Work to complete » Each entry below should be written out exactly as it is, with no pictures.

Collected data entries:

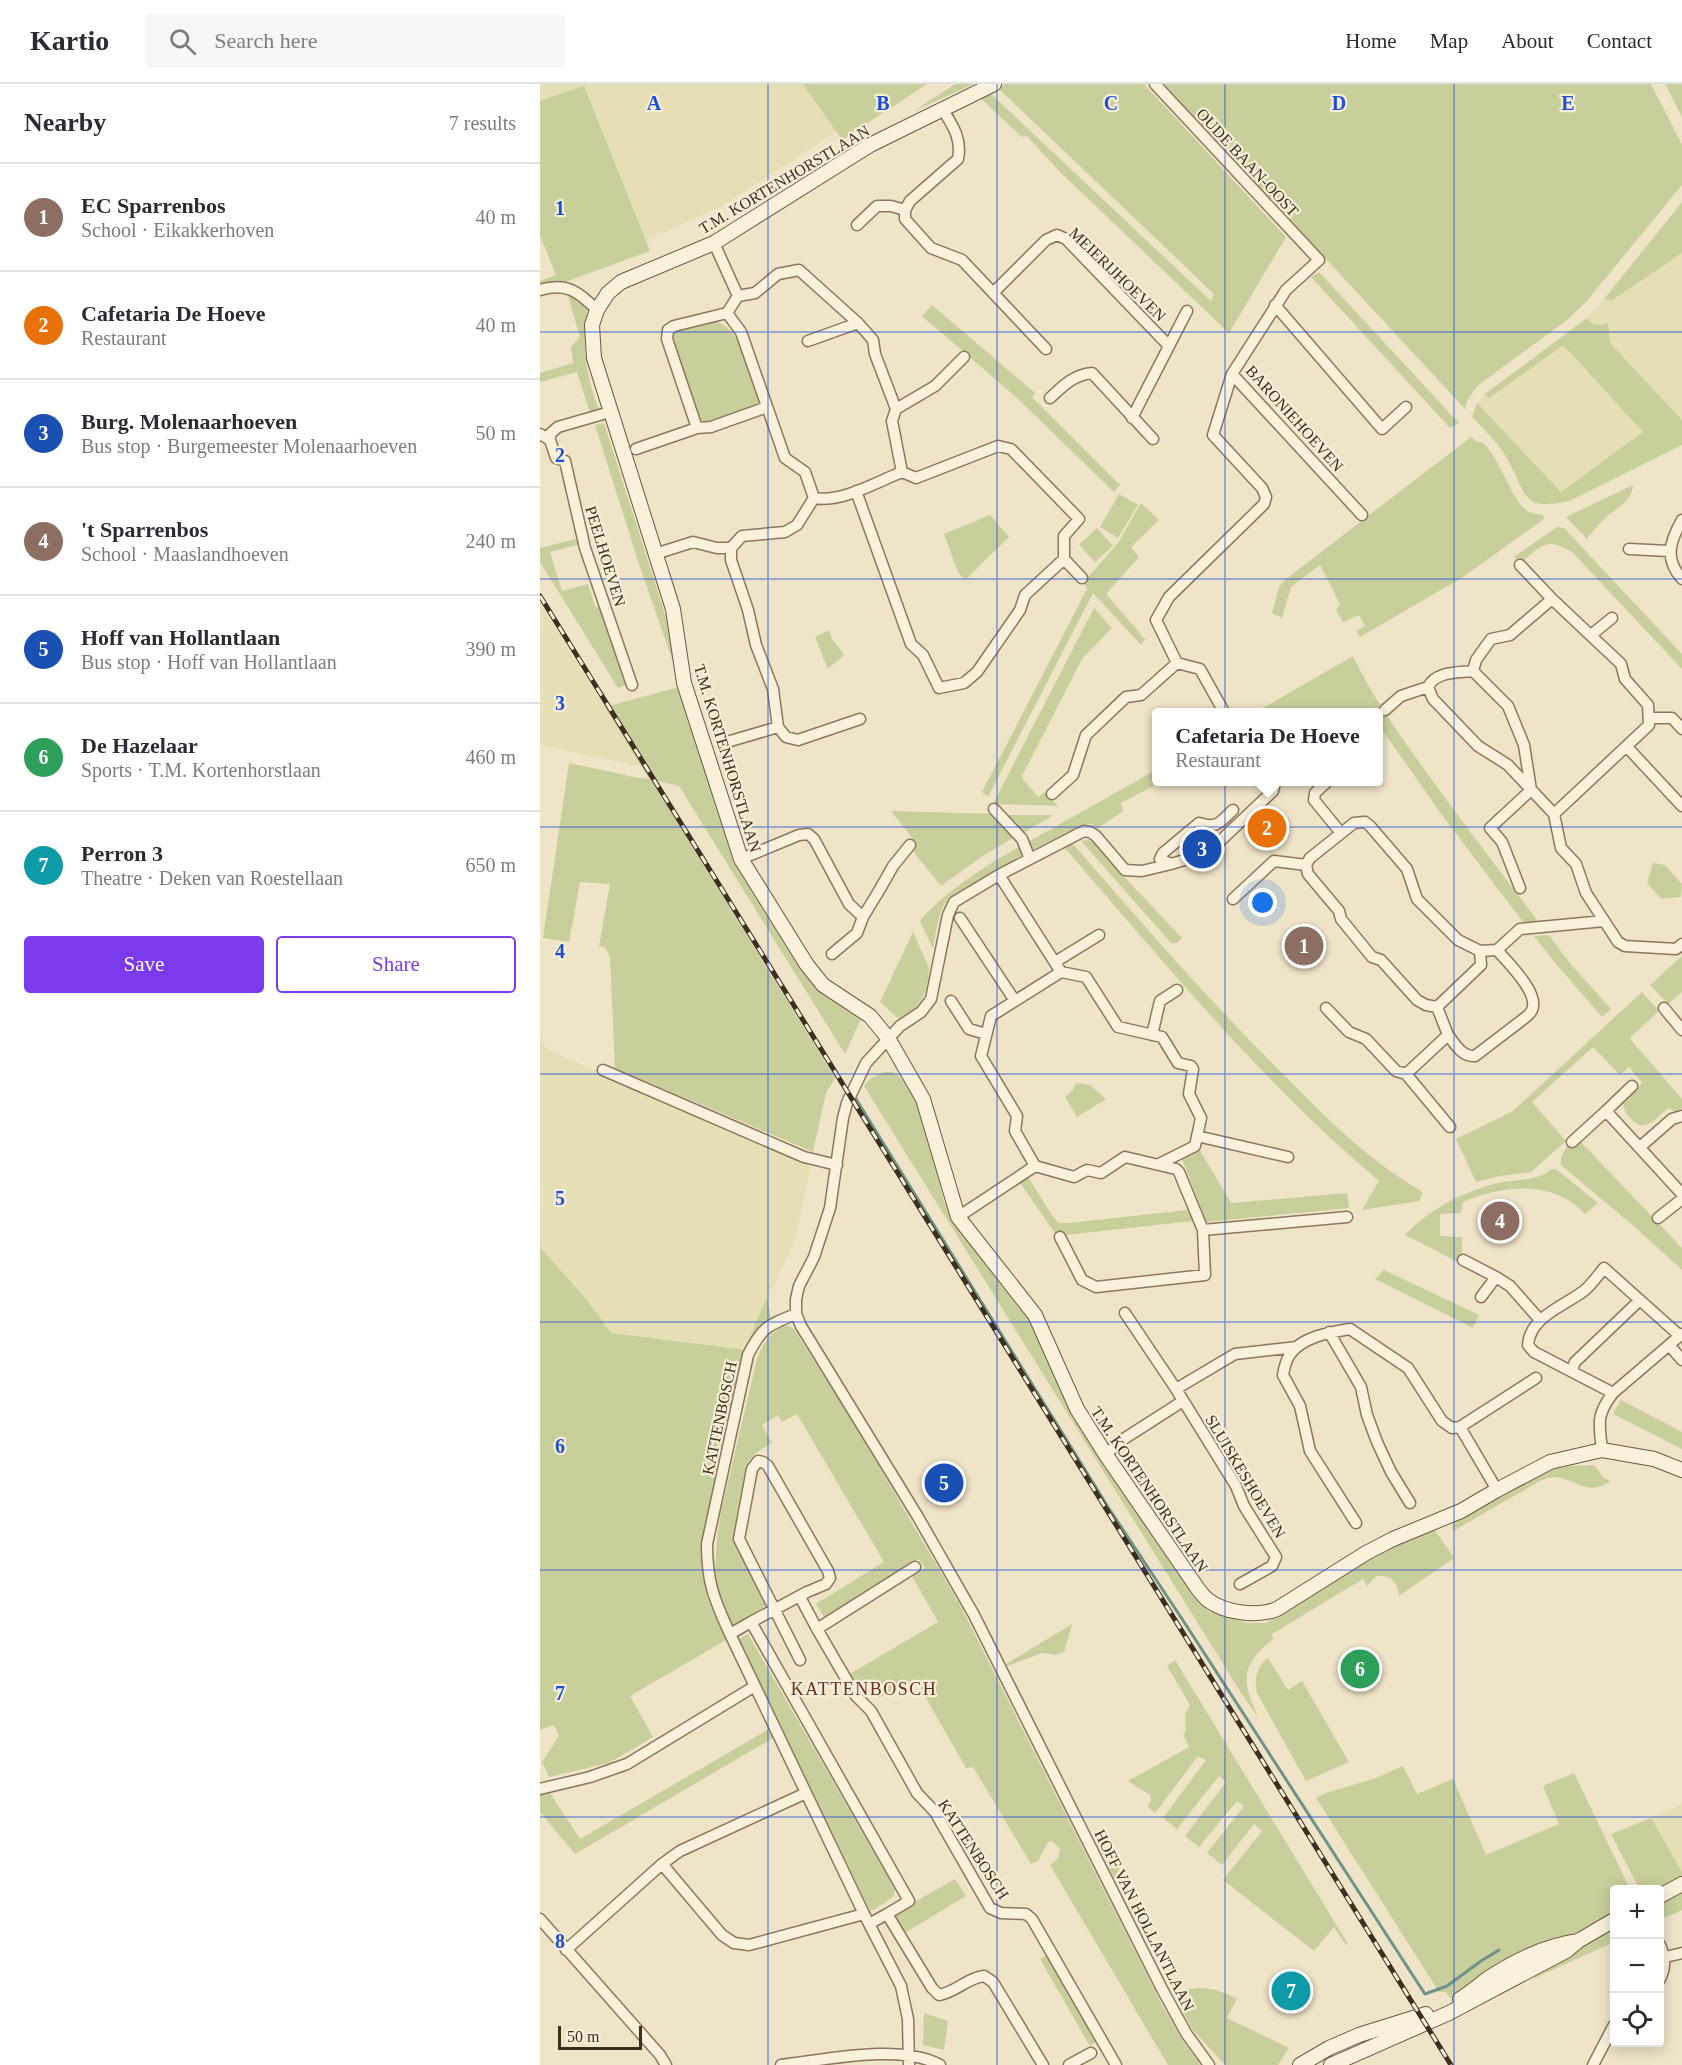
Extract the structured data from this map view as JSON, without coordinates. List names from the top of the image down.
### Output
{
  "streets": {
    "street": [
      "OUDE BAAN-OOST",
      "T.M. KORTENHORSTLAAN",
      "MEIERIJHOEVEN",
      "BARONIEHOEVEN",
      "PEELHOEVEN",
      "KATTENBOSCH",
      "SLUISKESHOEVEN",
      "HOFF VAN HOLLANTLAAN"
    ]
  },
  "crossings": [
    ["OUDE BAAN-OOST", "BARONIEHOEVEN"],
    ["T.M. KORTENHORSTLAAN", "PEELHOEVEN"],
    ["KATTENBOSCH", "HOFF VAN HOLLANTLAAN"]
  ],
  "districts": ["KATTENBOSCH"],
  "scale_bar": "50 m",
  "page": {
    "header": "Kartio",
    "search": "Search here",
    "nav": [
      "Home",
      "Map",
      "About",
      "Contact"
    ],
    "heading": ["Nearby", "7 results"],
    "list": [
      {
        "mark": "1",
        "name": "EC Sparrenbos",
        "note": "School · Eikakkerhoven",
        "value": "40 m"
      },
      {
        "mark": "2",
        "name": "Cafetaria De Hoeve",
        "note": "Restaurant",
        "value": "40 m"
      },
      {
        "mark": "3",
        "name": "Burg. Molenaarhoeven",
        "note": "Bus stop · Burgemeester Molenaarhoeven",
        "value": "50 m"
      },
      {
        "mark": "4",
        "name": "'t Sparrenbos",
        "note": "School · Maaslandhoeven",
        "value": "240 m"
      },
      {
        "mark": "5",
        "name": "Hoff van Hollantlaan",
        "note": "Bus stop · Hoff van Hollantlaan",
        "value": "390 m"
      },
      {
        "mark": "6",
        "name": "De Hazelaar",
        "note": "Sports · T.M. Kortenhorstlaan",
        "value": "460 m"
      },
      {
        "mark": "7",
        "name": "Perron 3",
        "note": "Theatre · Deken van Roestellaan",
        "value": "650 m"
      }
    ],
    "popup": ["Cafetaria De Hoeve", "Restaurant"],
    "pins": [
      "2",
      "3",
      "1",
      "4",
      "5",
      "6",
      "7"
    ],
    "buttons": ["Save", "Share"],
    "map_buttons": ["+", "−"],
    "scale": "50 m"
  },
  "grid": {
    "columns": [
      "A",
      "B",
      "C",
      "D",
      "E"
    ],
    "rows": [
      "1",
      "2",
      "3",
      "4",
      "5",
      "6",
      "7",
      "8"
    ]
  }
}
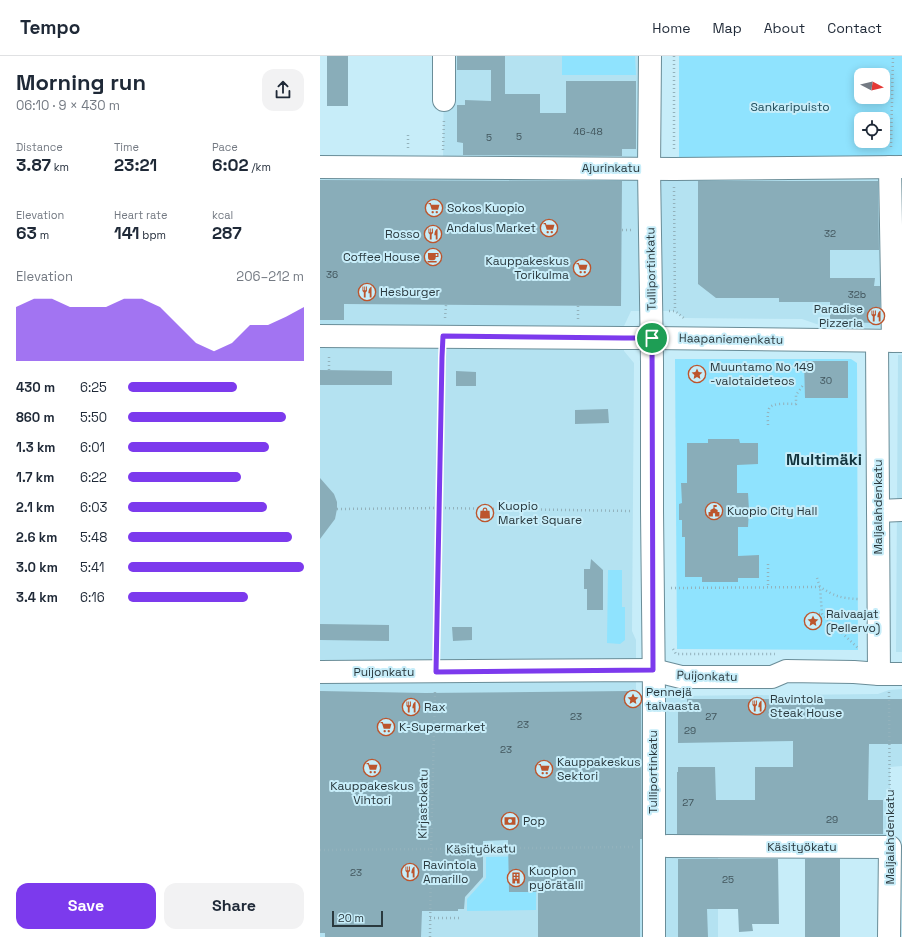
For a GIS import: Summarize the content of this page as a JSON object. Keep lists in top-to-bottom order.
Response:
{
  "streets": {
    "street": [
      "Ajurinkatu",
      "Tulliportinkatu",
      "Haapaniemenkatu",
      "Maljalahdenkatu",
      "Puijonkatu",
      "Käsityökatu"
    ],
    "path": ["Kirjastokatu"]
  },
  "crossings": [
    ["Ajurinkatu", "Tulliportinkatu"],
    ["Ajurinkatu", "Maljalahdenkatu"],
    ["Tulliportinkatu", "Haapaniemenkatu"],
    ["Tulliportinkatu", "Puijonkatu"],
    ["Haapaniemenkatu", "Maljalahdenkatu"],
    ["Haapaniemenkatu", "Kirjastokatu"],
    ["Maljalahdenkatu", "Puijonkatu"],
    ["Maljalahdenkatu", "Käsityökatu"],
    ["Puijonkatu", "Kirjastokatu"],
    ["Kirjastokatu", "Käsityökatu"]
  ],
  "districts": ["Multimäki"],
  "parks": ["Sankaripuisto"],
  "places": {
    "supermarket": [
      "Sokos Kuopio",
      "Andalus Market",
      "Kauppakeskus Torikulma",
      "K-Supermarket",
      "Kauppakeskus Vihtori",
      "Kauppakeskus Sektori"
    ],
    "restaurant": [
      "Rosso",
      "Hesburger",
      "Paradise Pizzeria",
      "Ravintola Steak House",
      "Rax",
      "Ravintola Amarillo"
    ],
    "cafe": ["Coffee House"],
    "place": ["Muuntamo No 149 -valotaideteos", "Raivaajat (Pellervo)", "Pennejä taivaasta"],
    "public building": ["Kuopio City Hall"],
    "shop": ["Kuopio Market Square"],
    "bank": ["Pop"],
    "building": ["Kuopion pyörätalli"]
  },
  "house_numbers": [
    "46-48",
    "5",
    "5",
    "32",
    "36",
    "32b",
    "30",
    "23",
    "27",
    "23",
    "29",
    "23",
    "27",
    "29",
    "23",
    "25"
  ],
  "scale_bar": "20 m",
  "north": "right",
  "page": {
    "header": "Tempo",
    "nav": [
      "Home",
      "Map",
      "About",
      "Contact"
    ],
    "heading": ["Morning run", "06:10 · 9 × 430 m"],
    "stats": [
      ["Distance", "3.87 km"],
      ["Time", "23:21"],
      ["Pace", "6:02 /km"],
      ["Elevation", "63 m"],
      ["Heart rate", "141 bpm"],
      ["kcal", "287"]
    ],
    "chart": ["Elevation", "206–212 m"],
    "list": [
      {
        "name": "430 m",
        "note": "6:25"
      },
      {
        "name": "860 m",
        "note": "5:50"
      },
      {
        "name": "1.3 km",
        "note": "6:01"
      },
      {
        "name": "1.7 km",
        "note": "6:22"
      },
      {
        "name": "2.1 km",
        "note": "6:03"
      },
      {
        "name": "2.6 km",
        "note": "5:48"
      },
      {
        "name": "3.0 km",
        "note": "5:41"
      },
      {
        "name": "3.4 km",
        "note": "6:16"
      }
    ],
    "buttons": ["Save", "Share"],
    "scale": "20 m"
  }
}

Reply to the exercise »
Extract the structured data from this map view as JSON, without coordinates. List names from the top of the image down.
### Output
{
  "streets": {
    "street": [
      "OUDE BAAN-OOST",
      "T.M. KORTENHORSTLAAN",
      "MEIERIJHOEVEN",
      "BARONIEHOEVEN",
      "PEELHOEVEN",
      "KATTENBOSCH",
      "SLUISKESHOEVEN",
      "HOFF VAN HOLLANTLAAN"
    ]
  },
  "crossings": [
    ["OUDE BAAN-OOST", "BARONIEHOEVEN"],
    ["T.M. KORTENHORSTLAAN", "PEELHOEVEN"],
    ["KATTENBOSCH", "HOFF VAN HOLLANTLAAN"]
  ],
  "districts": ["KATTENBOSCH"],
  "scale_bar": "50 m",
  "page": {
    "header": "Kartio",
    "search": "Search here",
    "nav": [
      "Home",
      "Map",
      "About",
      "Contact"
    ],
    "heading": ["Nearby", "7 results"],
    "list": [
      {
        "mark": "1",
        "name": "EC Sparrenbos",
        "note": "School · Eikakkerhoven",
        "value": "40 m"
      },
      {
        "mark": "2",
        "name": "Cafetaria De Hoeve",
        "note": "Restaurant",
        "value": "40 m"
      },
      {
        "mark": "3",
        "name": "Burg. Molenaarhoeven",
        "note": "Bus stop · Burgemeester Molenaarhoeven",
        "value": "50 m"
      },
      {
        "mark": "4",
        "name": "'t Sparrenbos",
        "note": "School · Maaslandhoeven",
        "value": "240 m"
      },
      {
        "mark": "5",
        "name": "Hoff van Hollantlaan",
        "note": "Bus stop · Hoff van Hollantlaan",
        "value": "390 m"
      },
      {
        "mark": "6",
        "name": "De Hazelaar",
        "note": "Sports · T.M. Kortenhorstlaan",
        "value": "460 m"
      },
      {
        "mark": "7",
        "name": "Perron 3",
        "note": "Theatre · Deken van Roestellaan",
        "value": "650 m"
      }
    ],
    "popup": ["Cafetaria De Hoeve", "Restaurant"],
    "pins": [
      "2",
      "3",
      "1",
      "4",
      "5",
      "6",
      "7"
    ],
    "buttons": ["Save", "Share"],
    "map_buttons": ["+", "−"],
    "scale": "50 m"
  },
  "grid": {
    "columns": [
      "A",
      "B",
      "C",
      "D",
      "E"
    ],
    "rows": [
      "1",
      "2",
      "3",
      "4",
      "5",
      "6",
      "7",
      "8"
    ]
  }
}
For a GIS import: Summarize the content of this page as a JSON object. Keep lists in top-to-bottom order.
Response:
{
  "streets": {
    "street": [
      "Ajurinkatu",
      "Tulliportinkatu",
      "Haapaniemenkatu",
      "Maljalahdenkatu",
      "Puijonkatu",
      "Käsityökatu"
    ],
    "path": ["Kirjastokatu"]
  },
  "crossings": [
    ["Ajurinkatu", "Tulliportinkatu"],
    ["Ajurinkatu", "Maljalahdenkatu"],
    ["Tulliportinkatu", "Haapaniemenkatu"],
    ["Tulliportinkatu", "Puijonkatu"],
    ["Haapaniemenkatu", "Maljalahdenkatu"],
    ["Haapaniemenkatu", "Kirjastokatu"],
    ["Maljalahdenkatu", "Puijonkatu"],
    ["Maljalahdenkatu", "Käsityökatu"],
    ["Puijonkatu", "Kirjastokatu"],
    ["Kirjastokatu", "Käsityökatu"]
  ],
  "districts": ["Multimäki"],
  "parks": ["Sankaripuisto"],
  "places": {
    "supermarket": [
      "Sokos Kuopio",
      "Andalus Market",
      "Kauppakeskus Torikulma",
      "K-Supermarket",
      "Kauppakeskus Vihtori",
      "Kauppakeskus Sektori"
    ],
    "restaurant": [
      "Rosso",
      "Hesburger",
      "Paradise Pizzeria",
      "Ravintola Steak House",
      "Rax",
      "Ravintola Amarillo"
    ],
    "cafe": ["Coffee House"],
    "place": ["Muuntamo No 149 -valotaideteos", "Raivaajat (Pellervo)", "Pennejä taivaasta"],
    "public building": ["Kuopio City Hall"],
    "shop": ["Kuopio Market Square"],
    "bank": ["Pop"],
    "building": ["Kuopion pyörätalli"]
  },
  "house_numbers": [
    "46-48",
    "5",
    "5",
    "32",
    "36",
    "32b",
    "30",
    "23",
    "27",
    "23",
    "29",
    "23",
    "27",
    "29",
    "23",
    "25"
  ],
  "scale_bar": "20 m",
  "north": "right",
  "page": {
    "header": "Tempo",
    "nav": [
      "Home",
      "Map",
      "About",
      "Contact"
    ],
    "heading": ["Morning run", "06:10 · 9 × 430 m"],
    "stats": [
      ["Distance", "3.87 km"],
      ["Time", "23:21"],
      ["Pace", "6:02 /km"],
      ["Elevation", "63 m"],
      ["Heart rate", "141 bpm"],
      ["kcal", "287"]
    ],
    "chart": ["Elevation", "206–212 m"],
    "list": [
      {
        "name": "430 m",
        "note": "6:25"
      },
      {
        "name": "860 m",
        "note": "5:50"
      },
      {
        "name": "1.3 km",
        "note": "6:01"
      },
      {
        "name": "1.7 km",
        "note": "6:22"
      },
      {
        "name": "2.1 km",
        "note": "6:03"
      },
      {
        "name": "2.6 km",
        "note": "5:48"
      },
      {
        "name": "3.0 km",
        "note": "5:41"
      },
      {
        "name": "3.4 km",
        "note": "6:16"
      }
    ],
    "buttons": ["Save", "Share"],
    "scale": "20 m"
  }
}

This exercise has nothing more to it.